Re: URL internationalization!

Dan Oscarsson (Dan.Oscarsson@trab.se)
Tue, 25 Feb 1997 14:09:38 +0100 (MET)


Date: Tue, 25 Feb 1997 14:09:38 +0100 (MET)
From: Dan Oscarsson <Dan.Oscarsson@trab.se>
Message-Id: <199702251309.OAA06854@valinor.malmo.trab.se>
To: alb@sct.gouv.qc.ca, mduerst@ifi.unizh.ch
Subject: Re: URL internationalization!
Cc: yergeau@alis.com, fielding@kiwi.ICS.UCI.EDU, uri@bunyip.com



There are a few more things to think about 8 bits versus %XX.

> > [given 8 bit per byte encoding]
> > 
> > >Right.  In fact, not only the system MUST NOT crash, but it SHOULD behave
> > >the same as if it had received the corresponding %XX.
> As an example,
> let's take a resource name with a G with breve (U+011E). Let's
> assume that on the server, resource names are encoded in iso-8859-3.
> Then the G with breve contains appears as %AB in a well-formed
> URL. Now suppose somebody put that URL into an HTML document
> that is encoded in iso-8859-3, in 8-bit form (i.e. the URL contains
> the octet 0xAB for the G with breve character), and that that
> document is correctly tagged as iso-8859-3.
> 
> Now assume a browser sends a request with
> 	Accept-Charset: iso-8859-5
> The server (or a proxy) translates the whole document from
> iso-8859-3 to iso-8859-5 to honor the request of the browser.
> The G with breve gets changed to 0xD0. The client receives
> the 0xD0. If it "behaves the same as if it had received the
> corresponding %XX", i.e. %D0, the URL will not work at all.

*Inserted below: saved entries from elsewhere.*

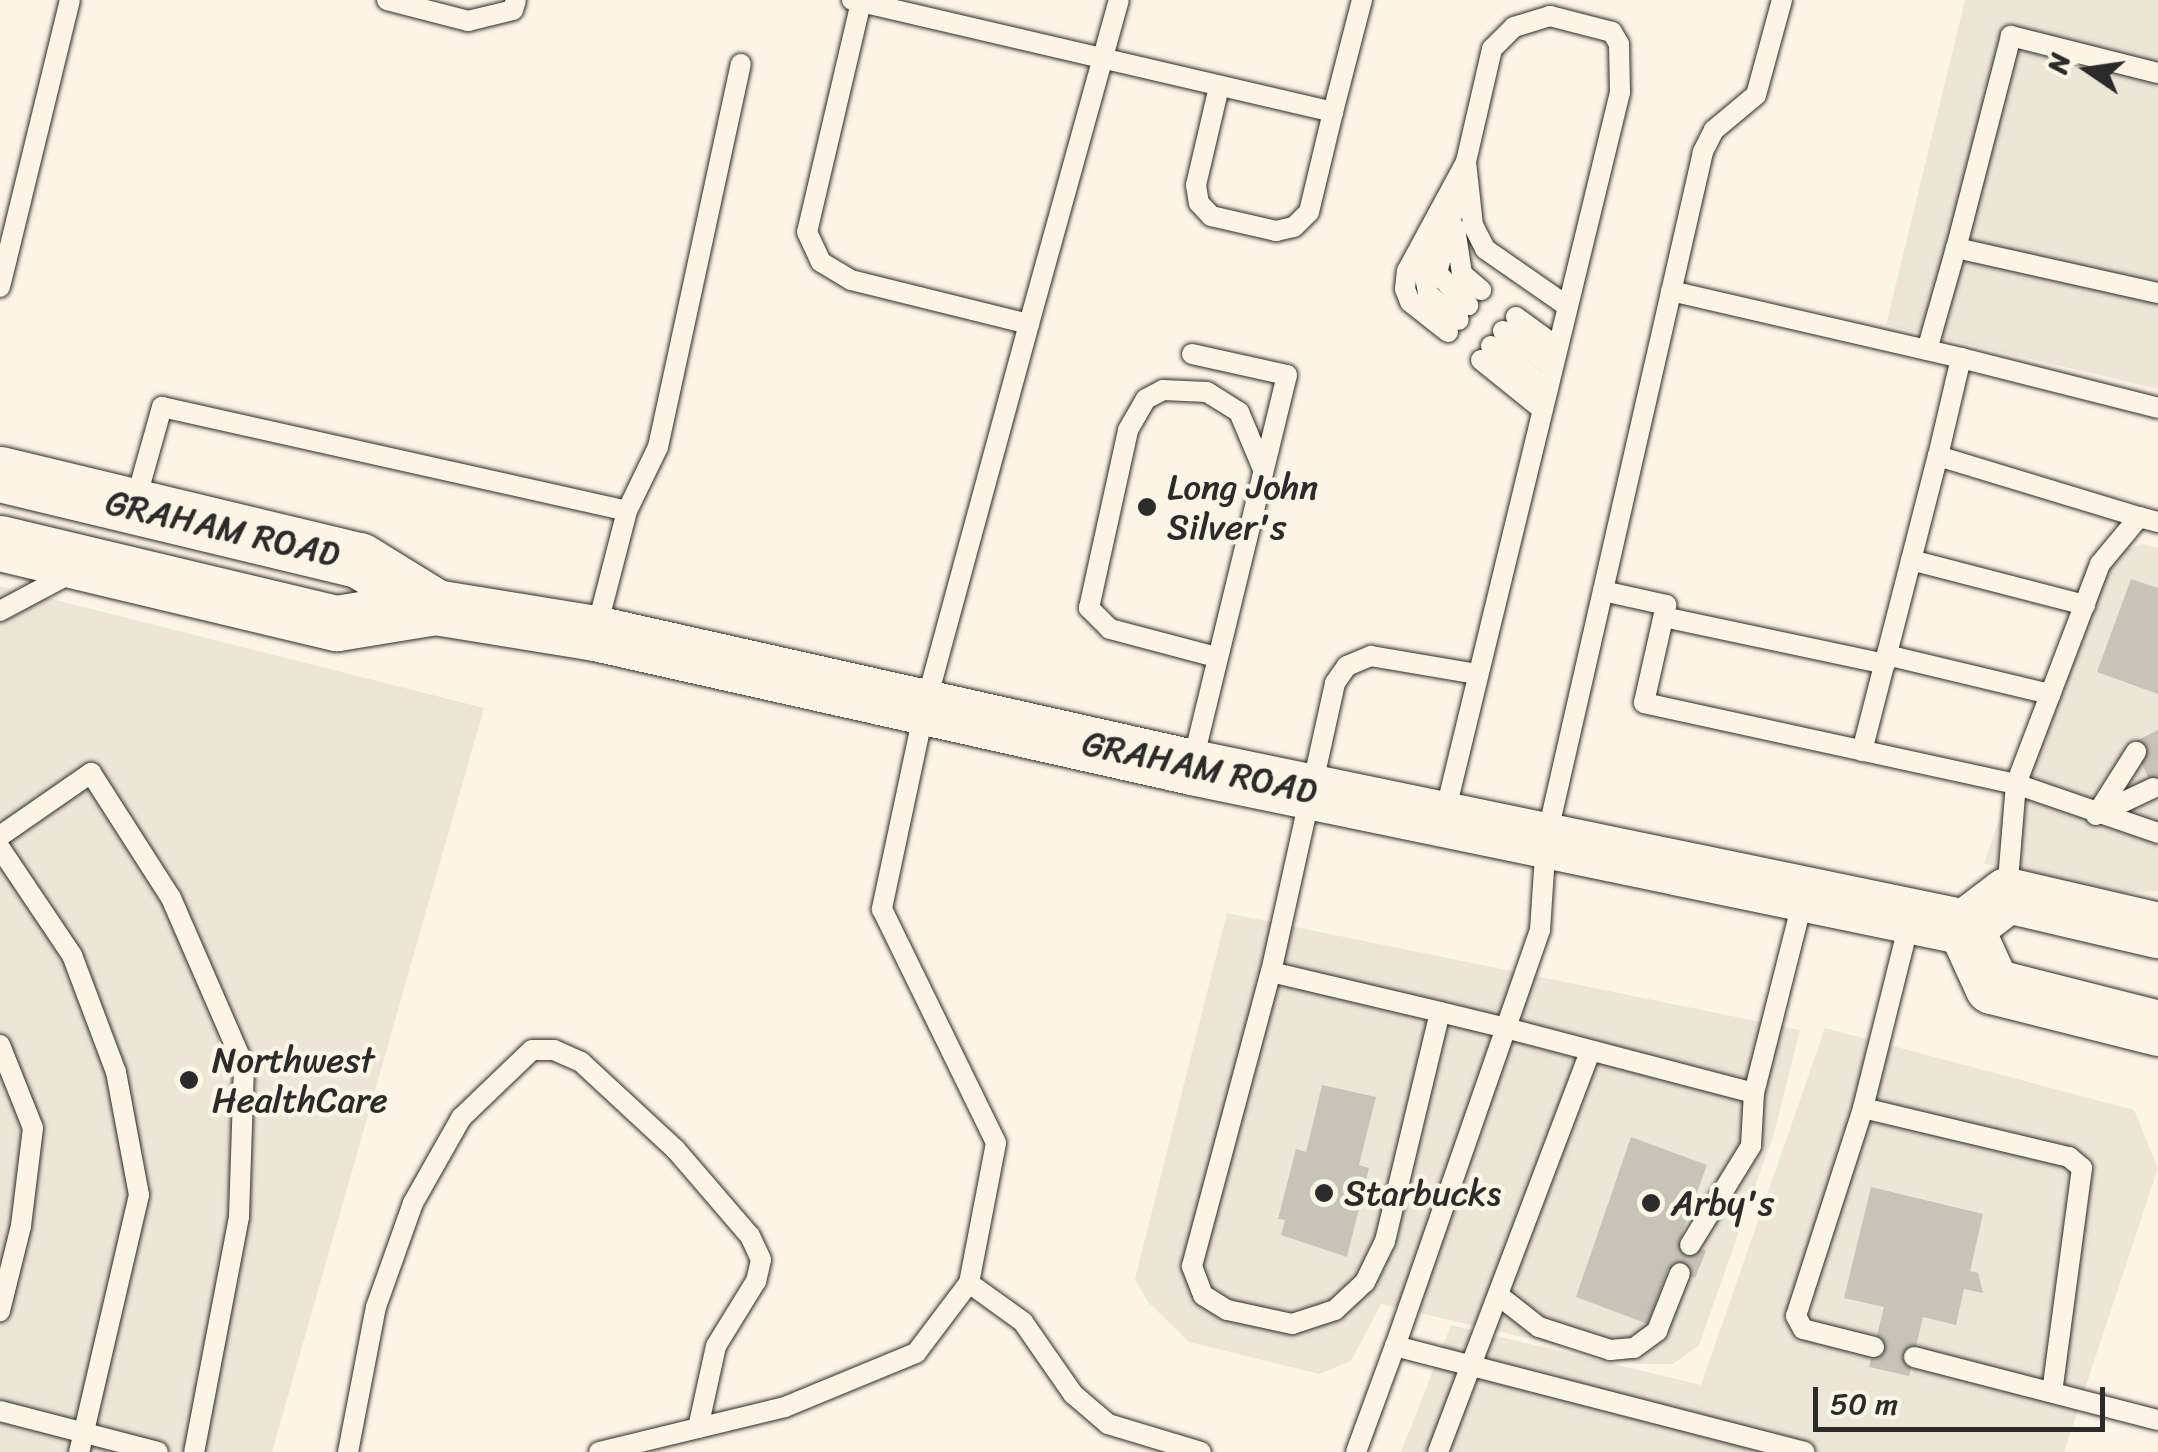 <!DOCTYPE html>
<style>
body{margin:0}
#map{position:relative;width:2158px;height:1452px;overflow:hidden;background:#fcf5e5;font-family:Sriracha,sans-serif}
div>[style]{position:absolute}
.built>*{inset:0;background:#ece6d7}
.building>*{inset:0;background:#c8c3b7}
.roads{filter:drop-shadow(0 0 2px #2b2b2b) drop-shadow(0 0 2px #2b2b2b)}
.service>*{height:20px;margin:-10px;padding:0 10px;transform-origin:10px;border-radius:10px;background:#fcf5e5}
.primary>*{height:55px;margin:-27.5px;padding:0 27.5px;transform-origin:27.5px;border-radius:27.5px;background:#fcf5e5}
.dots>*{width:28px;height:28px;translate:-50% -50%;box-sizing:border-box;border:5px solid #fcf5e5;border-radius:50%}
span{translate:-50% -50%;white-space:nowrap;text-align:center;line-height:1.15;-webkit-text-stroke:9px #fcf5e5;paint-order:stroke}
.poi-label{font-size:35px;color:#2b2b2b}
.left{translate:0 -50%;text-align:left}
.street-label{font-size:35px;color:#2b2b2b}
.north{position:absolute;left:2038px;top:20px;width:100px;height:100px;-webkit-text-stroke:8px #fcf5e5;paint-order:stroke;rotate:283deg;font-size:28px;font-weight:700;line-height:40px;text-align:center;color:#2b2b2b}
.north::after{content:'';display:block;margin:auto;width:35px;height:45px;background:#2b2b2b;clip-path:polygon(50% 0,100% 100%,50% 72%,0 100%)}
.scale{position:absolute;left:1813px;top:1387px;width:292px;height:45px;box-sizing:border-box;border:5px solid #2b2b2b;border-top:0;padding-left:12px;font-size:30px;line-height:35px;white-space:nowrap;color:#2b2b2b;-webkit-text-stroke:8px #fcf5e5;paint-order:stroke}
</style>
<div id="map">
<div class="built">
<div style="clip-path:polygon(1965px 0,2158px 0,2158px 389px,1886px 325px)"></div>
<div style="clip-path:polygon(2142px 544px,2158px 548px,2158px 891px,2125px 893px,1984px 864px,2086px 564px)"></div>
<div style="clip-path:polygon(0 586px,484px 708px,272px 1452px,0 1452px)"></div>
<div style="clip-path:polygon(1227px 913px,1800px 1030px,1775px 1130px,1699px 1345px,1673px 1364px,1639px 1364px,1381px 1304px,1351px 1361px,1319px 1374px,1189px 1342px,1148px 1302px,1135px 1279px)"></div>
<div style="clip-path:polygon(1825px 1028px,2134px 1110px,2158px 1168px,2064px 1452px,1401px 1452px,1451px 1325px,1701px 1385px)"></div>
</div>
<div class="building">
<div style="clip-path:polygon(2131px 579px,2158px 588px,2158px 694px,2097px 672px)"></div>
<div style="clip-path:polygon(2158px 730px,2158px 798px,2132px 743px)"></div>
<div style="clip-path:polygon(1322px 1085px,1376px 1097px,1359px 1165px,1369px 1168px,1347px 1257px,1281px 1235px,1285px 1220px,1278px 1219px,1296px 1149px,1306px 1152px)"></div>
<div style="clip-path:polygon(1631px 1137px,1707px 1165px,1679px 1241px,1706px 1251px,1695px 1278px,1668px 1269px,1648px 1324px,1576px 1297px)"></div>
<div style="clip-path:polygon(1871px 1187px,1983px 1214px,1970px 1271px,1978px 1273px,1983px 1293px,1964px 1289px,1956px 1325px,1923px 1317px,1909px 1376px,1869px 1367px,1884px 1307px,1844px 1298px)"></div>
</div>
<div class="roads">
<div class="service">
<div style="left:387px;top:0;width:84px;rotate:14.5deg"></div>
<div style="left:468px;top:21px;width:46px;rotate:-13.7deg"></div>
<div style="left:513px;top:10px;width:10px;rotate:-73deg"></div>
<div style="left:852px;top:0;width:9px;rotate:13deg"></div>
<div style="left:861px;top:2px;width:236px;rotate:103.2deg"></div>
<div style="left:807px;top:232px;width:33px;rotate:65deg"></div>
<div style="left:821px;top:262px;width:35px;rotate:31deg"></div>
<div style="left:851px;top:280px;width:183px;rotate:13.9deg"></div>
<div style="left:1029px;top:324px;width:396px;rotate:105.2deg"></div>
<div style="left:925px;top:706px;width:208px;rotate:102deg"></div>
<div style="left:882px;top:909px;width:260px;rotate:64deg"></div>
<div style="left:996px;top:1143px;width:143px;rotate:100.9deg"></div>
<div style="left:969px;top:1283px;width:67px;rotate:35.8deg"></div>
<div style="left:1023px;top:1322px;width:88px;rotate:55.2deg"></div>
<div style="left:1073px;top:1394px;width:46px;rotate:40.6deg"></div>
<div style="left:1108px;top:1424px;width:97px;rotate:16.8deg"></div>
<div style="left:1782px;top:0;width:98px;rotate:105.3deg"></div>
<div style="left:1756px;top:95px;width:55px;rotate:140.2deg"></div>
<div style="left:1714px;top:130px;width:25px;rotate:117deg"></div>
<div style="left:1703px;top:152px;width:706px;rotate:102.85deg"></div>
<div style="left:1546px;top:840px;width:90px;rotate:93.8deg"></div>
<div style="left:1540px;top:930px;width:441px;rotate:109.2deg"></div>
<div style="left:1395px;top:1346px;width:423px;rotate:14.5deg"></div>
<div style="left:861px;top:2px;width:485px;rotate:13.1deg"></div>
<div style="left:1333px;top:112px;width:116px;rotate:-75.5deg"></div>
<div style="left:2158px;top:73px;width:152px;rotate:-165.9deg"></div>
<div style="left:2011px;top:36px;width:219px;rotate:104.5deg"></div>
<div style="left:1956px;top:248px;width:207px;rotate:12.6deg"></div>
<div style="left:1219px;top:87px;width:101px;rotate:103.2deg"></div>
<div style="left:1196px;top:185px;width:18px;rotate:81deg"></div>
<div style="left:1199px;top:203px;width:18px;rotate:47deg"></div>
<div style="left:1211px;top:216px;width:67px;rotate:13deg"></div>
<div style="left:1276px;top:231px;width:18px;rotate:-13deg"></div>
<div style="left:1294px;top:227px;width:21px;rotate:-45deg"></div>
<div style="left:1309px;top:212px;width:103px;rotate:-76.5deg"></div>
<div style="left:1458px;top:193px;width:83px;rotate:104.7deg"></div>
<div style="left:1437px;top:273px;width:45px;rotate:45.9deg"></div>
<div style="left:1455px;top:228px;width:47px;rotate:81.3deg"></div>
<div style="left:1462px;top:274px;width:25px;rotate:40deg"></div>
<div style="left:1431px;top:247px;width:20px;rotate:114deg"></div>
<div style="left:1423px;top:265px;width:29px;rotate:80deg"></div>
<div style="left:1428px;top:294px;width:40px;rotate:40deg"></div>
<div style="left:0;top:287px;width:295px;rotate:-76.3deg"></div>
<div style="left:1671px;top:291px;width:298px;rotate:13deg"></div>
<div style="left:1961px;top:358px;width:101px;rotate:103.2deg"></div>
<div style="left:1938px;top:456px;width:210px;rotate:16.9deg"></div>
<div style="left:1516px;top:317px;width:51px;rotate:36.2deg"></div>
<div style="left:1029px;top:324px;width:336px;rotate:-74.5deg"></div>
<div style="left:1503px;top:331px;width:61px;rotate:36.3deg"></div>
<div style="left:1448px;top:332px;width:48px;rotate:-141.7deg"></div>
<div style="left:1410px;top:302px;width:14px;rotate:-111deg"></div>
<div style="left:1405px;top:289px;width:18px;rotate:-84deg"></div>
<div style="left:1407px;top:271px;width:124px;rotate:-61.6deg"></div>
<div style="left:1491px;top:346px;width:70px;rotate:36.9deg"></div>
<div style="left:1927px;top:350px;width:106px;rotate:-74.1deg"></div>
<div style="left:1192px;top:354px;width:97px;rotate:12.5deg"></div>
<div style="left:1287px;top:375px;width:401px;rotate:103.7deg"></div>
<div style="left:1961px;top:358px;width:203px;rotate:14.2deg"></div>
<div style="left:1481px;top:360px;width:78px;rotate:38.8deg"></div>
<div style="left:135px;top:503px;width:100px;rotate:-74.3deg"></div>
<div style="left:162px;top:407px;width:476px;rotate:12.6deg"></div>
<div style="left:627px;top:511px;width:124px;rotate:104.5deg"></div>
<div style="left:627px;top:511px;width:71px;rotate:-64.2deg"></div>
<div style="left:658px;top:447px;width:392px;rotate:-77.8deg"></div>
<div style="left:1911px;top:560px;width:180px;rotate:14.5deg"></div>
<div style="left:1603px;top:591px;width:65px;rotate:12.5deg"></div>
<div style="left:1666px;top:605px;width:100px;rotate:102.7deg"></div>
<div style="left:1644px;top:703px;width:381px;rotate:12.3deg"></div>
<div style="left:2016px;top:784px;width:150px;rotate:19deg"></div>
<div style="left:0;top:611px;width:83px;rotate:-28.1deg"></div>
<div style="left:1664px;top:617px;width:226px;rotate:12deg"></div>
<div style="left:1887px;top:655px;width:168px;rotate:13.5deg"></div>
<div style="left:1216px;top:657px;width:110px;rotate:-165.2deg"></div>
<div style="left:1110px;top:629px;width:30px;rotate:-135deg"></div>
<div style="left:1089px;top:608px;width:182px;rotate:-77.6deg"></div>
<div style="left:1128px;top:430px;width:36px;rotate:-60deg"></div>
<div style="left:1146px;top:399px;width:19px;rotate:-28deg"></div>
<div style="left:1163px;top:390px;width:44px;rotate:2.6deg"></div>
<div style="left:1207px;top:392px;width:38px;rotate:32deg"></div>
<div style="left:1239px;top:412px;width:62px;rotate:67.2deg"></div>
<div style="left:1862px;top:751px;width:305px;rotate:-75.6deg"></div>
<div style="left:2098px;top:814px;width:61px;rotate:-25.3deg"></div>
<div style="left:2096px;top:815px;width:75px;rotate:-57.6deg"></div>
<div style="left:1444px;top:817px;width:746px;rotate:-76.35deg"></div>
<div style="left:1620px;top:92px;width:48px;rotate:-91.2deg"></div>
<div style="left:1619px;top:44px;width:14px;rotate:-120deg"></div>
<div style="left:1612px;top:32px;width:64px;rotate:-165.5deg"></div>
<div style="left:1550px;top:16px;width:38px;rotate:163deg"></div>
<div style="left:1514px;top:27px;width:31px;rotate:135deg"></div>
<div style="left:1492px;top:49px;width:116px;rotate:103deg"></div>
<div style="left:1466px;top:162px;width:63px;rotate:83.7deg"></div>
<div style="left:1473px;top:225px;width:27px;rotate:63deg"></div>
<div style="left:1485px;top:249px;width:100px;rotate:34.8deg"></div>
<div style="left:0;top:836px;width:111px;rotate:-34.7deg"></div>
<div style="left:91px;top:773px;width:148px;rotate:57.4deg"></div>
<div style="left:171px;top:898px;width:183px;rotate:66.5deg"></div>
<div style="left:244px;top:1066px;width:151px;rotate:91.9deg"></div>
<div style="left:239px;top:1217px;width:239px;rotate:100.8deg"></div>
<div style="left:0;top:848px;width:129px;rotate:56.1deg"></div>
<div style="left:72px;top:955px;width:125px;rotate:69.4deg"></div>
<div style="left:116px;top:1072px;width:125px;rotate:79.4deg"></div>
<div style="left:139px;top:1195px;width:264px;rotate:103.1deg"></div>
<div style="left:2007px;top:893px;width:109px;rotate:-85.3deg"></div>
<div style="left:2016px;top:784px;width:235px;rotate:-69.1deg"></div>
<div style="left:2100px;top:564px;width:61px;rotate:-50.3deg"></div>
<div style="left:2139px;top:517px;width:20px;rotate:15deg"></div>
<div style="left:1271px;top:972px;width:296px;rotate:-77.5deg"></div>
<div style="left:1335px;top:683px;width:21px;rotate:-55deg"></div>
<div style="left:1347px;top:666px;width:26px;rotate:-23deg"></div>
<div style="left:1371px;top:656px;width:107px;rotate:9.7deg"></div>
<div style="left:1440px;top:1012px;width:236px;rotate:103.5deg"></div>
<div style="left:1385px;top:1241px;width:46px;rotate:116deg"></div>
<div style="left:1365px;top:1282px;width:41px;rotate:137deg"></div>
<div style="left:1335px;top:1310px;width:45px;rotate:162deg"></div>
<div style="left:1292px;top:1324px;width:66px;rotate:-167.8deg"></div>
<div style="left:1227px;top:1310px;width:28px;rotate:-148deg"></div>
<div style="left:1203px;top:1295px;width:31px;rotate:-111deg"></div>
<div style="left:1192px;top:1266px;width:304px;rotate:-75deg"></div>
<div style="left:1271px;top:972px;width:174px;rotate:13.3deg"></div>
<div style="left:1440px;top:1012px;width:68px;rotate:13.6deg"></div>
<div style="left:1506px;top:1028px;width:256px;rotate:14.7deg"></div>
<div style="left:1754px;top:1093px;width:204px;rotate:-75.8deg"></div>
<div style="left:0;top:1045px;width:89px;rotate:68.3deg"></div>
<div style="left:33px;top:1128px;width:99px;rotate:97deg"></div>
<div style="left:21px;top:1226px;width:88px;rotate:103.9deg"></div>
<div style="left:1863px;top:1108px;width:198px;rotate:-76deg"></div>
<div style="left:1690px;top:1245px;width:116px;rotate:-58.4deg"></div>
<div style="left:1751px;top:1146px;width:53px;rotate:-86.8deg"></div>
<div style="left:1498px;top:1295px;width:52px;rotate:38deg"></div>
<div style="left:1539px;top:1327px;width:75px;rotate:17.9deg"></div>
<div style="left:1610px;top:1350px;width:24px;rotate:-5deg"></div>
<div style="left:1634px;top:1348px;width:29px;rotate:-36deg"></div>
<div style="left:1657px;top:1331px;width:62px;rotate:-68.4deg"></div>
<div style="left:1874px;top:1347px;width:73px;rotate:-165.8deg"></div>
<div style="left:1803px;top:1329px;width:15px;rotate:-118deg"></div>
<div style="left:1796px;top:1316px;width:219px;rotate:-72.1deg"></div>
<div style="left:1863px;top:1108px;width:212px;rotate:13.4deg"></div>
<div style="left:2069px;top:1157px;width:17px;rotate:40deg"></div>
<div style="left:2082px;top:1168px;width:226px;rotate:97.6deg"></div>
<div style="left:1914px;top:1357px;width:252px;rotate:14.5deg"></div>
<div style="left:0;top:1411px;width:163px;rotate:14.5deg"></div>
<div style="left:348px;top:1452px;width:148px;rotate:-79.1deg"></div>
<div style="left:376px;top:1307px;width:110px;rotate:-70.4deg"></div>
<div style="left:413px;top:1203px;width:98px;rotate:-60.5deg"></div>
<div style="left:461px;top:1118px;width:98px;rotate:-43.8deg"></div>
<div style="left:532px;top:1050px;width:22px"></div>
<div style="left:554px;top:1050px;width:30px;rotate:24deg"></div>
<div style="left:581px;top:1062px;width:129px;rotate:42.8deg"></div>
<div style="left:676px;top:1150px;width:113px;rotate:49.3deg"></div>
<div style="left:750px;top:1236px;width:26px;rotate:65deg"></div>
<div style="left:761px;top:1260px;width:22px;rotate:103deg"></div>
<div style="left:756px;top:1281px;width:76px;rotate:121.6deg"></div>
<div style="left:716px;top:1346px;width:84px;rotate:102.4deg"></div>
<div style="left:599px;top:1452px;width:191px;rotate:-13.6deg"></div>
<div style="left:785px;top:1407px;width:142px;rotate:-22.4deg"></div>
<div style="left:916px;top:1353px;width:88px;rotate:-52.9deg"></div>
<div style="left:1356px;top:1452px;width:113px;rotate:-69.8deg"></div>
<div style="left:1438px;top:1452px;width:426px;rotate:-69.2deg"></div>
</div>
<div class="primary">
<div style="left:0;top:474px;width:369px;rotate:13.5deg"></div>
<div style="left:359px;top:560px;width:89px;rotate:31.7deg"></div>
<div style="left:0;top:543px;width:346px;rotate:13.4deg"></div>
<div style="left:337px;top:623px;width:99px;rotate:-9.3deg"></div>
<div style="left:435px;top:607px;width:162px;rotate:9.2deg"></div>
<div style="left:595px;top:633px;width:612px;rotate:12.65deg"></div>
<div style="left:1192px;top:767px;width:789px;rotate:11.69deg"></div>
<div style="left:1965px;top:927px;width:53px;rotate:-37.3deg"></div>
<div style="left:2007px;top:895px;width:155px;rotate:13.1deg"></div>
<div style="left:1965px;top:927px;width:65px;rotate:65.4deg"></div>
<div style="left:1992px;top:986px;width:171px;rotate:14.2deg"></div>
</div>
</div>
<div class="dots">
<div style="left:1147px;top:507px;background:#2b2b2b"></div>
<div style="left:189px;top:1080px;background:#2b2b2b"></div>
<div style="left:1324px;top:1193px;background:#2b2b2b"></div>
<div style="left:1651px;top:1203px;background:#2b2b2b"></div>
</div>
<div class="poi-label">
<span class="left" style="left:1167px;top:507px">Long John<br>Silver's</span>
<span class="left" style="left:212px;top:1080px">Northwest<br>HealthCare</span>
<span class="left" style="left:1344px;top:1193px">Starbucks</span>
<span class="left" style="left:1671px;top:1203px">Arby's</span>
</div>
<div class="street-label">
<span style="left:223px;top:528px;rotate:13deg">GRAHAM ROAD</span>
<span style="left:1200px;top:767px;rotate:12deg">GRAHAM ROAD</span>
</div>
<div class="north">N</div>
<div class="scale">50 m</div>
</div>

As Martin points out there are a few problems, they exist mostly
because the URL used today does not define a how to encode characters
outside ascii.

If we define that an URL that is sent using the transport format of
an URL with all characters encoded using UTF-8, it is no problem.
In a html document the URL can be represented using 8-bit octets
encoded in iso 8859-3 as of above. When the document is transcoded
(are there any servers that do that?) the URL is changed into the
same URL, but encoded in iso 8859-5 (the G with breve is still a
G with breve). When the browser that requested the iso 8859-5 format
of the html document follows a link and sends the URL to a
web server, it will encode the URL using the transport format
(that is using UTF-8). The server will decode the UTF-8 and convert
it into iso 8859-3, if that is the set used on the server.
No problem here with 8-bit byts.

The difficulty is as it is today when no defined handling of non
ascii characters in URLs exist. Either they must be in %XX form or
transcoding must not occur and octets in URLs must not be changed.
It is this mess we want to remove by defining UTF-8 as the transport
format for URLs. By doing that there is a defined way to use most
characters in the world in a URL. The UTF-8 encoded URL can be, by
%XX encoding, both transported over 7-bit media or printed on paper so
that many people in the world can enter it on a keyboard. And it can
be presented in local character set to make it user friendly.

The quicker we can change to a standard way to represent non ascii
in the transport format of a URL, the quicker the current problems
will go away.

I know Masataka prefers iso 2022, but of what I have seen, most are
planing to support ISO 10646/Unicode and not ISO 2022. As time goes
on, added information in documents will probably fix the problems
Masataka sees in UCS.

Regards,

        Dan